How to complete this task:
Line filter on the word "strokeStyle": copy each matching line from the entries.

Information given START

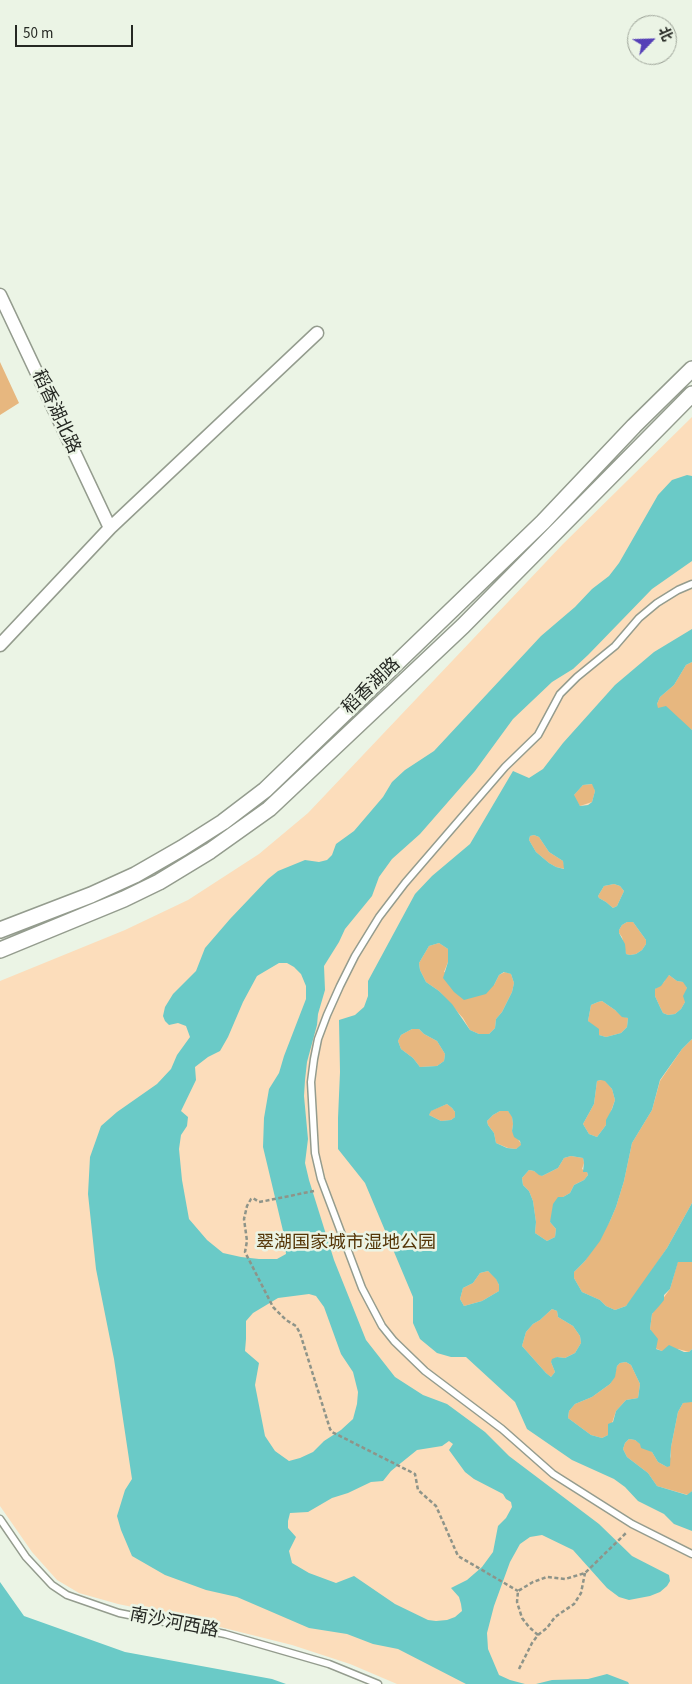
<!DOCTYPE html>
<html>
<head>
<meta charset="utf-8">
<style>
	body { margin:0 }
	#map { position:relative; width:692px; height:1684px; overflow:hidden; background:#ebf4e5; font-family:"Source Sans 3","Noto Sans SC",sans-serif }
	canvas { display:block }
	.north { position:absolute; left:627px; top:15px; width:50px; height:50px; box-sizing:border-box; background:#ebf4e5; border:1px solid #9ca297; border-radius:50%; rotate:66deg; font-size:14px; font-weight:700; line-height:20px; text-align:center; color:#252823 }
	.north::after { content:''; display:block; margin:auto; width:18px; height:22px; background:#553fb7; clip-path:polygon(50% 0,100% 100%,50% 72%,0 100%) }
	.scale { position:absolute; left:15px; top:25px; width:118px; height:22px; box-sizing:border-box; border:2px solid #252823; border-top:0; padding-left:6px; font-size:15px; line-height:18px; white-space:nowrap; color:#252823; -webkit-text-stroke:4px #ebf4e5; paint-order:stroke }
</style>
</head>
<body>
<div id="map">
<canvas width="692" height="1684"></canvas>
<div class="north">北</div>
<div class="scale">50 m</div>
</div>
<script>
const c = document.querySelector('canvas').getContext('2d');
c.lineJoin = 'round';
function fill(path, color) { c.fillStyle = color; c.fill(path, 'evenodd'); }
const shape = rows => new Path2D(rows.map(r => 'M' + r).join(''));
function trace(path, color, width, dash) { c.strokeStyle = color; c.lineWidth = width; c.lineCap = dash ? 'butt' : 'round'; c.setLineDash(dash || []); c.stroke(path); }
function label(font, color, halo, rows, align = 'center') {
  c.font = font + ' "Source Sans 3","Noto Sans SC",sans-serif'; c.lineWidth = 5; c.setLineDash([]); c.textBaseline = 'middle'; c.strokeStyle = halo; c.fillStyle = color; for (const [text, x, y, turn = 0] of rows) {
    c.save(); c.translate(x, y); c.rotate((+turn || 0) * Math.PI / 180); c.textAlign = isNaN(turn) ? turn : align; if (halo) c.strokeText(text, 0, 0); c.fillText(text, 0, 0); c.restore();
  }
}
fill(shape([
	[692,417,692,1684,397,1684,350,1664,292,1645,176,1616,118,1604,79,1593,57,1580,32,1552,0,1506,0,981,125,930,188,900,259,854,308,813,563,544]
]), '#fcddbb');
fill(shape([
	[0,362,19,403,0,415],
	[692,662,692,730,662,708,657,708,657,704,660,697,674,685,686,665],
	[593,784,595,791,592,802,580,806,573,796,583,785],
	[534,835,539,837,549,852,563,861,565,869,556,867,549,863,536,852,529,840,530,836],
	[614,884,620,886,624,891,617,906,613,908,606,902,599,898,598,896,604,886],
	[627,922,633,922,646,940,646,944,642,950,636,954,630,955,626,954,622,937,619,933,619,930,622,925],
	[439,943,448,949,448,962,444,972,494,985,499,975,505,972,511,974,514,983,512,992,502,1012,496,1019,495,1028,489,1034,479,1034,470,1030,463,1018,439,991,426,982,420,970,419,963,429,946],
	[669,975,677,981,684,982,687,988,685,1002,681,1009,675,1014,668,1015,663,1013,660,1007,655,996,655,989,664,982,667,976],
	[602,1001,615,1010,622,1016,628,1018,627,1027,621,1033,606,1037,599,1035,588,1021,591,1005,598,1002],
	[412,1029,419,1029,424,1034,437,1041,445,1054,444,1061,437,1066,420,1067,413,1058,401,1049,398,1041,401,1035],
	[692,1039,692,1203,667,1248,634,1297,626,1306,615,1310,606,1306,600,1300,582,1292,574,1278,574,1272,585,1261,610,1221,616,1207,624,1181,632,1143,652,1110,660,1081,682,1049],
	[601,1080,605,1080,612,1089,615,1100,606,1125,597,1137,589,1134,583,1124,594,1104,597,1081],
	[447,1104,452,1108,455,1112,455,1117,451,1120,441,1121,429,1115,430,1111],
	[500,1111,508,1111,512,1116,513,1124,512,1131,522,1145,516,1149,508,1148,496,1143,494,1133,488,1125,487,1121,493,1115],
	[571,1156,583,1158,584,1163,582,1169,587,1172,588,1175,584,1180,574,1185,570,1193,563,1197,550,1222,556,1229,555,1237,547,1241,535,1233,536,1222,533,1201,529,1191,523,1185,522,1178,529,1170,534,1171,542,1176,558,1168,564,1158],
	[678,1261,692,1262,692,1349,689,1352,678,1349,662,1351,655,1348,654,1336,650,1329,652,1314,670,1289],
	[488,1271,496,1278,499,1285,499,1291,482,1301,464,1306,460,1299,463,1288,473,1283,480,1273],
	[552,1309,557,1311,558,1317,573,1326,580,1336,581,1343,575,1353,565,1358,557,1357,551,1362,555,1372,551,1377,546,1373,522,1346,526,1332,533,1324,540,1320],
	[626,1362,631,1365,640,1384,638,1398,626,1400,616,1411,608,1435,602,1438,591,1435,568,1418,569,1411,575,1404,592,1397,610,1384,614,1377,617,1366,620,1363],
	[690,1401,692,1402,692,1491,688,1495,657,1486,648,1473,627,1457,623,1449,625,1443,629,1439,635,1440,652,1452,658,1462,667,1467,671,1456,671,1447,678,1412,683,1403]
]), '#e7b77f');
fill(shape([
	[687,475,692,476,692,561,652,589,588,655,573,669,552,682,513,719,475,771,420,834,392,859,379,877,372,896,345,929,339,942,324,966,325,990,318,1014,317,1025,307,1062,305,1080,304,1096,308,1139,305,1163,309,1180,334,1260,366,1340,395,1377,423,1395,447,1404,485,1432,509,1456,599,1524,632,1556,669,1575,670,1581,667,1586,660,1592,650,1596,629,1600,619,1597,607,1588,573,1550,542,1535,530,1537,520,1544,510,1562,494,1606,487,1633,488,1649,499,1675,510,1680,525,1684,466,1684,398,1649,373,1644,347,1634,309,1628,237,1597,206,1590,165,1575,132,1556,121,1530,117,1516,125,1490,132,1479,114,1359,96,1269,88,1194,90,1157,101,1126,117,1112,157,1084,171,1069,177,1055,190,1037,186,1026,178,1023,169,1025,165,1021,163,1016,165,1007,173,994,196,971,205,948,230,919,268,879,278,871,305,860,319,862,327,860,332,855,336,844,354,831,383,797,392,782,405,770,434,751,541,636,575,607,592,589,609,576,619,563,658,495,672,480],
	[279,963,287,963,294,967,301,974,306,986,306,999,284,1056,279,1073,269,1089,264,1118,263,1147,284,1235,286,1254,277,1259,259,1259,241,1257,223,1253,207,1240,189,1219,182,1180,179,1149,181,1135,187,1126,188,1117,181,1111,196,1080,195,1067,208,1057,220,1051,228,1037,243,1002,257,976],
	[309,1294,316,1296,324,1307,341,1354,353,1372,358,1392,357,1404,353,1419,341,1430,324,1441,313,1452,300,1458,289,1461,275,1451,265,1436,255,1385,259,1363,245,1351,246,1339,246,1321,253,1313,278,1298],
	[449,1441,453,1444,449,1450,465,1472,474,1479,503,1494,506,1499,511,1502,512,1507,506,1518,498,1526,493,1552,482,1567,467,1580,451,1588,459,1597,461,1604,462,1611,455,1617,447,1620,436,1621,428,1620,395,1604,354,1576,336,1583,309,1573,292,1563,289,1551,296,1537,288,1528,288,1521,290,1513,308,1512,332,1498,348,1493,371,1482,383,1481,391,1471,417,1450,442,1446],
	[692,629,692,662,686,665,674,685,660,697,657,704,658,708,666,706,692,730,692,1039,682,1049,660,1080,652,1110,632,1143,624,1181,616,1207,610,1221,600,1241,585,1261,574,1272,574,1278,582,1292,600,1300,606,1306,615,1310,626,1306,667,1248,692,1203,692,1262,678,1262,670,1289,664,1295,664,1300,660,1305,652,1314,650,1329,658,1339,656,1349,662,1351,669,1345,684,1352,689,1352,692,1349,692,1402,683,1403,678,1412,671,1447,670,1466,667,1467,658,1462,652,1452,641,1448,640,1444,635,1440,629,1439,625,1443,623,1449,627,1457,648,1473,657,1486,687,1495,692,1491,692,1531,674,1524,664,1514,638,1501,625,1487,614,1479,572,1460,527,1429,515,1402,466,1357,451,1357,437,1353,420,1339,413,1323,413,1297,365,1183,338,1149,338,1118,340,1072,339,1020,355,1015,364,1007,368,996,368,981,415,894,432,876,470,844,513,771,529,778,543,769,563,743,615,685,654,652],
	[592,784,595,791,592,802,588,805,580,806,574,795,583,785],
	[534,835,539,837,549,852,563,861,564,869,556,867,549,863,536,852,529,840,530,836],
	[614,884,620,886,624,891,617,906,613,908,606,902,599,898,598,896,604,886],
	[627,922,633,922,646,940,646,944,642,950,636,954,630,955,626,954,625,944,619,933,619,930,622,925],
	[439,943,448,949,448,962,443,978,454,992,464,1000,486,994,494,985,499,975,504,972,511,974,514,983,512,992,502,1012,496,1019,495,1028,489,1034,479,1034,470,1030,452,1004,439,991,426,982,420,970,419,963,429,946],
	[669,975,677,981,683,982,687,988,683,996,685,1002,681,1009,675,1014,668,1015,663,1013,660,1007,655,996,655,989,661,986],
	[602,1001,615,1010,622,1017,628,1018,627,1027,621,1033,606,1037,599,1035,599,1029,588,1021,591,1005,598,1002],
	[412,1029,419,1029,424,1034,437,1041,445,1054,444,1061,437,1066,420,1067,413,1058,401,1049,398,1041,401,1035],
	[601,1080,605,1081,612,1089,615,1100,612,1109,606,1120,606,1125,597,1137,589,1134,583,1124,594,1104,597,1081],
	[447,1104,452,1108,455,1112,455,1117,451,1120,441,1121,429,1115,431,1111],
	[500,1111,508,1111,512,1117,513,1124,512,1131,514,1137,520,1141,521,1145,516,1149,507,1148,496,1143,494,1133,488,1125,487,1121,493,1115],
	[571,1156,583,1158,584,1163,583,1172,587,1172,588,1175,584,1180,574,1185,570,1193,563,1197,558,1197,553,1204,550,1222,556,1229,555,1237,547,1241,535,1233,536,1222,533,1201,529,1191,523,1185,522,1178,529,1170,534,1171,539,1175,542,1176,558,1168,564,1158],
	[488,1271,496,1279,499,1285,499,1291,482,1301,464,1306,460,1299,463,1288,473,1283,480,1273],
	[552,1309,557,1311,558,1317,573,1326,580,1336,581,1343,575,1353,565,1358,557,1357,552,1359,551,1362,555,1372,551,1377,546,1373,522,1346,526,1332,533,1324,540,1320],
	[626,1362,631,1365,640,1384,638,1398,626,1400,616,1411,613,1422,608,1424,608,1435,602,1438,591,1435,568,1418,569,1411,575,1404,592,1397,610,1384,615,1377,617,1366,620,1363],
	[0,1582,24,1616,125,1652,272,1679,286,1684,0,1684],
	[607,1674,628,1682,629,1684,536,1684,552,1680,588,1679]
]), '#6acac7');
const service = shape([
	[692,584,678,590,657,603,639,618,615,646,577,677,560,694,538,735,505,767,405,883,379,917,355,956,340,986,327,1015,318,1039,314,1059,311,1082,315,1153,321,1179,362,1288,382,1326,394,1341,425,1371,502,1429,553,1474,632,1524,692,1554],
	[0,1519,26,1557,52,1585,67,1595,119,1613,225,1634,329,1664,378,1684]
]);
const minor = shape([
	[0,295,110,528],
	[0,645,110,528,317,333]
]);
const tertiary = shape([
	[0,930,91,895,135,875,182,848,223,822,265,790,543,522,634,426,692,369],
	[0,950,124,899,159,882,210,851,269,809,463,626,692,394]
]);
trace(service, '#949c8e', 9);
trace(minor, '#949c8e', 15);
trace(tertiary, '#949c8e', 18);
trace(shape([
	[314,1191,265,1201,259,1202,253,1198,251,1199,247,1206,244,1219,247,1241,245,1252,273,1307,286,1320,296,1326,300,1333,330,1429,332,1432,415,1474,418,1490,436,1506,458,1556,518,1591],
	[538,1635,529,1627,522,1618,517,1602,518,1591,533,1582,547,1577,565,1579,585,1573,627,1532],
	[519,1669,532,1643,538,1635,547,1628,555,1617,574,1604,581,1593,585,1573]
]), '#8e9489', 2.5, [4, 2.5]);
trace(service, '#fff', 6);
trace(minor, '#fff', 12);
trace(tertiary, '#fff', 15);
label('18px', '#252823', '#ebf4e5', [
	["稻香湖北路",55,412,65],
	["稻香湖路",372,687,-44],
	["南沙河西路",174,1624,11]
]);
label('18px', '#543507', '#ebf4e5', [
	["翠湖国家城市湿地公园",346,1244]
]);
</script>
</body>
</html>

Information given END

Reply to the task:
function trace(path, color, width, dash) { c.strokeStyle = color; c.lineWidth = width; c.lineCap = dash ? 'butt' : 'round'; c.setLineDash(dash || []); c.stroke(path); }
  c.font = font + ' "Source Sans 3","Noto Sans SC",sans-serif'; c.lineWidth = 5; c.setLineDash([]); c.textBaseline = 'middle'; c.strokeStyle = halo; c.fillStyle = color; for (const [text, x, y, turn = 0] of rows) {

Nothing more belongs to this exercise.